*** DATA SHOWN Section Begins ***

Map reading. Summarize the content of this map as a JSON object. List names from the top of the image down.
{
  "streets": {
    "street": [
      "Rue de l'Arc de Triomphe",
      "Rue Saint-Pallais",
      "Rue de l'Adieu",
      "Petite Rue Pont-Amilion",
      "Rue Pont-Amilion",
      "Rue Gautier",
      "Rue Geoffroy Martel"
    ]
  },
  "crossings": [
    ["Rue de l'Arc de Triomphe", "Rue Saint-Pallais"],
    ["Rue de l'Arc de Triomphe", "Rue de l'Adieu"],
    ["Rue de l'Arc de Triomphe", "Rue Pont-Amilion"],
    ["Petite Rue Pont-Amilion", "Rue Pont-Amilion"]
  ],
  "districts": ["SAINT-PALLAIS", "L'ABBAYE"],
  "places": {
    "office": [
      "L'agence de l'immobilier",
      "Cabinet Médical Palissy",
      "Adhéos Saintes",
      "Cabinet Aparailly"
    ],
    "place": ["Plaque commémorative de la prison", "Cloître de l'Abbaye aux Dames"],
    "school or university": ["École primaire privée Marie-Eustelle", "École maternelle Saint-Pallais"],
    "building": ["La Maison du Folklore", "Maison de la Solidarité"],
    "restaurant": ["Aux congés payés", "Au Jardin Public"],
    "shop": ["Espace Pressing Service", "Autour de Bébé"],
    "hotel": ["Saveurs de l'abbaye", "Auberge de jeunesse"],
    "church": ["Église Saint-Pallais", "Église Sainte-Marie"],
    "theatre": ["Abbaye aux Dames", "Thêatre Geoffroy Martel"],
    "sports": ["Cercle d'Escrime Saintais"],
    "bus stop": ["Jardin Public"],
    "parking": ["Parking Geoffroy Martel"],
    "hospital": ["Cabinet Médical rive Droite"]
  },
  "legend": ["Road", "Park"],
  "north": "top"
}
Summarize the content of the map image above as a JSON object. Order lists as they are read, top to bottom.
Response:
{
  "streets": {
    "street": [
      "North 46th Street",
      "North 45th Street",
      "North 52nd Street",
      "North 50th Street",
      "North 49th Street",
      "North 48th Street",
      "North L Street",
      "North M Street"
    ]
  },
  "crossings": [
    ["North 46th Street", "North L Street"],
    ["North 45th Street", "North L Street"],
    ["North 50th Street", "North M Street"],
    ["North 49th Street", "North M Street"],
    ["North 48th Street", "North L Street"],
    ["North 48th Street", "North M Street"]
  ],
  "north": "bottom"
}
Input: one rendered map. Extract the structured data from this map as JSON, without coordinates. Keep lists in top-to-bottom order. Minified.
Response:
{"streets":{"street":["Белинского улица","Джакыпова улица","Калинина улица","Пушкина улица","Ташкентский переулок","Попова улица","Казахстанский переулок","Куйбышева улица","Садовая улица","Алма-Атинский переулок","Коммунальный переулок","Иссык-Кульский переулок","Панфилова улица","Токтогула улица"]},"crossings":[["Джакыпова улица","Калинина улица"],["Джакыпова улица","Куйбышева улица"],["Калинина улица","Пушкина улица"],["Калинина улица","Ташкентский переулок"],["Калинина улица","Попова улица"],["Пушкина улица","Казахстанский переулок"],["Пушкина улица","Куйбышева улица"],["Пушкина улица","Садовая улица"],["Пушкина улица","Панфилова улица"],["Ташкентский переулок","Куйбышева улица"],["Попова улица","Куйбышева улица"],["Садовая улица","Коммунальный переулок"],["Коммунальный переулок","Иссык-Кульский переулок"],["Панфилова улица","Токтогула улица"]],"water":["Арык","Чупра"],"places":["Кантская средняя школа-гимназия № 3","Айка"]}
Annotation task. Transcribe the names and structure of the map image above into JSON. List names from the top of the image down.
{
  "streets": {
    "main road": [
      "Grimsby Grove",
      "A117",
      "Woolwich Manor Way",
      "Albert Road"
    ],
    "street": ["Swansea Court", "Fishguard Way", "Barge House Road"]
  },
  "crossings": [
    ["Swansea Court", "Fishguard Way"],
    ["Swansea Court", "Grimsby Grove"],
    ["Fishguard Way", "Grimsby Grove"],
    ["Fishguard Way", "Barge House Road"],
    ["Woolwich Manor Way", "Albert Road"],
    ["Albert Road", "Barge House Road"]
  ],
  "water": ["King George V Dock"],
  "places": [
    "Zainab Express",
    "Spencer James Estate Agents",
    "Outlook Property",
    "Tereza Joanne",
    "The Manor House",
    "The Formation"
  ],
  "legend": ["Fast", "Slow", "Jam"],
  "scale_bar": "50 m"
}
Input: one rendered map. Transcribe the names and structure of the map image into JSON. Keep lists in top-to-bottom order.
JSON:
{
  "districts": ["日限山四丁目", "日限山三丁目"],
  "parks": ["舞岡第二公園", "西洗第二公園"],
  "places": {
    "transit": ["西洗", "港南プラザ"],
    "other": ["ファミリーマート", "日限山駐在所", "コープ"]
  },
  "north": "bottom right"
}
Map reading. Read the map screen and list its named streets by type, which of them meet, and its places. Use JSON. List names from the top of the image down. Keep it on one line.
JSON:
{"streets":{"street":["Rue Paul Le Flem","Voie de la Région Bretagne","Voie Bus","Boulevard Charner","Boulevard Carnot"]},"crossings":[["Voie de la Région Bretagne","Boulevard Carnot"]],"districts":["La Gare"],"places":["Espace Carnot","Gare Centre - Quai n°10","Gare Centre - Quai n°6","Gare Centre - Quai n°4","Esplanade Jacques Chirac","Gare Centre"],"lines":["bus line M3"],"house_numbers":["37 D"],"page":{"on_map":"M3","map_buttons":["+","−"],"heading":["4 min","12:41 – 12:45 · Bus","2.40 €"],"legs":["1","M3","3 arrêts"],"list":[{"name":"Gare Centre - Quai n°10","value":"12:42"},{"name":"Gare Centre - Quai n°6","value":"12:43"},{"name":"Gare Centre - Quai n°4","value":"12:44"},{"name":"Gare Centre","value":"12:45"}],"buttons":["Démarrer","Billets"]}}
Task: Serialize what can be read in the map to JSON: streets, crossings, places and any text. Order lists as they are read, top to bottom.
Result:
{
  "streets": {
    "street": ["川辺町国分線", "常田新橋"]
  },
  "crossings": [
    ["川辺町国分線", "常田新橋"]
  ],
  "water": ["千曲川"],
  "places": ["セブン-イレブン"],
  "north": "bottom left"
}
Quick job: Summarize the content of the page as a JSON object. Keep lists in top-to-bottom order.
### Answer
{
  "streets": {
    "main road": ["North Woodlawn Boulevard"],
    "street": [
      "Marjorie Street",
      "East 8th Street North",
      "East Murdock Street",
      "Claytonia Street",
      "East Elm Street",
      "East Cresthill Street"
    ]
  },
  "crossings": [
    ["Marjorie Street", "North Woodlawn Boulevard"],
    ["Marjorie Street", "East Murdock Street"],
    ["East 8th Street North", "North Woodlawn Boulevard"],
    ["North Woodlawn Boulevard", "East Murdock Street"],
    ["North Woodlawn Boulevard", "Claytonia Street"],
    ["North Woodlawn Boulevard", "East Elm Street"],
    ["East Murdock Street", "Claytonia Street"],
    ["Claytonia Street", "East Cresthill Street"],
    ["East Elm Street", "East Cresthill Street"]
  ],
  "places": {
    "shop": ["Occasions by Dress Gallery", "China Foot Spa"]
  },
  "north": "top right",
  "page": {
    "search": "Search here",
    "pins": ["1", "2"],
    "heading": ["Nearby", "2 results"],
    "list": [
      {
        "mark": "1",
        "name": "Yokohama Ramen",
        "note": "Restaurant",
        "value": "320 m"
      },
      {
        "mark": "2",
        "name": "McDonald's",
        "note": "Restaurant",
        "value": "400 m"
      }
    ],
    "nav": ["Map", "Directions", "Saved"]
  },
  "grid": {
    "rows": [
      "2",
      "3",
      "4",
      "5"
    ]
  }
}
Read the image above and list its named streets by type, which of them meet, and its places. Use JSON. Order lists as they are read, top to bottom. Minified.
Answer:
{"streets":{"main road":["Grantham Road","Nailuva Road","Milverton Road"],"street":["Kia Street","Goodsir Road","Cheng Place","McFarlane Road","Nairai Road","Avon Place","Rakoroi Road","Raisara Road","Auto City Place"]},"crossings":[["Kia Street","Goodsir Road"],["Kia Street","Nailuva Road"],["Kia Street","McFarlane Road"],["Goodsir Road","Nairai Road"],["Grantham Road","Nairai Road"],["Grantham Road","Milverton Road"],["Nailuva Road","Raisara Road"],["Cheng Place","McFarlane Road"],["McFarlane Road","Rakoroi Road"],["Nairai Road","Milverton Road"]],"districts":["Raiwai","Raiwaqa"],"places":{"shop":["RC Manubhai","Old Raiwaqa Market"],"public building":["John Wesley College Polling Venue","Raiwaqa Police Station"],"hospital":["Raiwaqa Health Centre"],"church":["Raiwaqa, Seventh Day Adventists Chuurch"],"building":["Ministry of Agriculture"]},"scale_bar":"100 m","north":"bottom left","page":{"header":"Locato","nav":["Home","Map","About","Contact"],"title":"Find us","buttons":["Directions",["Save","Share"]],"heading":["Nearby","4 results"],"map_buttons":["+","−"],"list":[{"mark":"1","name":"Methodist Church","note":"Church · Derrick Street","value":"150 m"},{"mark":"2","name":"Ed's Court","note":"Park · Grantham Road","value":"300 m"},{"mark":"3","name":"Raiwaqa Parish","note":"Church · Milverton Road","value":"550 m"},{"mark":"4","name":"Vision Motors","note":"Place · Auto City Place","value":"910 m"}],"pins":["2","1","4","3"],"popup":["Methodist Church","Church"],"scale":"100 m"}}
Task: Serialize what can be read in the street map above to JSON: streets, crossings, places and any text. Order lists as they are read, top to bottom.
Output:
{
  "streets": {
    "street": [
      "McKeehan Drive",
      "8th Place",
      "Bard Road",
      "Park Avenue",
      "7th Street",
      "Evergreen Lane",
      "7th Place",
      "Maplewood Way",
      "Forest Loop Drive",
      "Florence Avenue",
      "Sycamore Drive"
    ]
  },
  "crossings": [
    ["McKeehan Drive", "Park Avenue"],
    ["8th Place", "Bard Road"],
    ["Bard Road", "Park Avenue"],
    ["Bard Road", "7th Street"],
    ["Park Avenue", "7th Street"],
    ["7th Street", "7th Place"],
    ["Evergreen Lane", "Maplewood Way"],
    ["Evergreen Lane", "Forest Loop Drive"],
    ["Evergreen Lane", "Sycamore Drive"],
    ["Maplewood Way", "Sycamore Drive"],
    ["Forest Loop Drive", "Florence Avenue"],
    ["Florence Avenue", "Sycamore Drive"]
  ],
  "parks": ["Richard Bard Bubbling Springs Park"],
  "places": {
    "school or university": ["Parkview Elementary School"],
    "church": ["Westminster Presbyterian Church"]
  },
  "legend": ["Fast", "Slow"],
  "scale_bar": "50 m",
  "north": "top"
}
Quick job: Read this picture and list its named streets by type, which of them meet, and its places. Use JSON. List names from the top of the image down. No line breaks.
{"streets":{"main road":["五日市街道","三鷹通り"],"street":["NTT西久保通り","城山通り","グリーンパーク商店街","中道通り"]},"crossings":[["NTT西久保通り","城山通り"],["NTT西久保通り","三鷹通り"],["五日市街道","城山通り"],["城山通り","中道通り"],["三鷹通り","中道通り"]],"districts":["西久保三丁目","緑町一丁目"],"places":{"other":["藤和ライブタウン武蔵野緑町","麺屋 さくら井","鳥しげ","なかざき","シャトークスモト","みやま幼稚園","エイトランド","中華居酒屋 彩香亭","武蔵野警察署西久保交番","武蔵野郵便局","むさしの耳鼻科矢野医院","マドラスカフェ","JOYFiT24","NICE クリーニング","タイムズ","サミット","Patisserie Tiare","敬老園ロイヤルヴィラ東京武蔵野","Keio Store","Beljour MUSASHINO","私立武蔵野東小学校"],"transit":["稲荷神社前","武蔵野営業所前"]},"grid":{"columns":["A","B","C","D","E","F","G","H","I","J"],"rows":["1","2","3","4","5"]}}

*** DATA SHOWN Section Ends ***

WHAT TO WORK ON>
Your response should be each line that includes the word "Woolwich", copied from the records.

WRITTEN ANSWER>
      "Woolwich Manor Way",
    ["Woolwich Manor Way", "Albert Road"],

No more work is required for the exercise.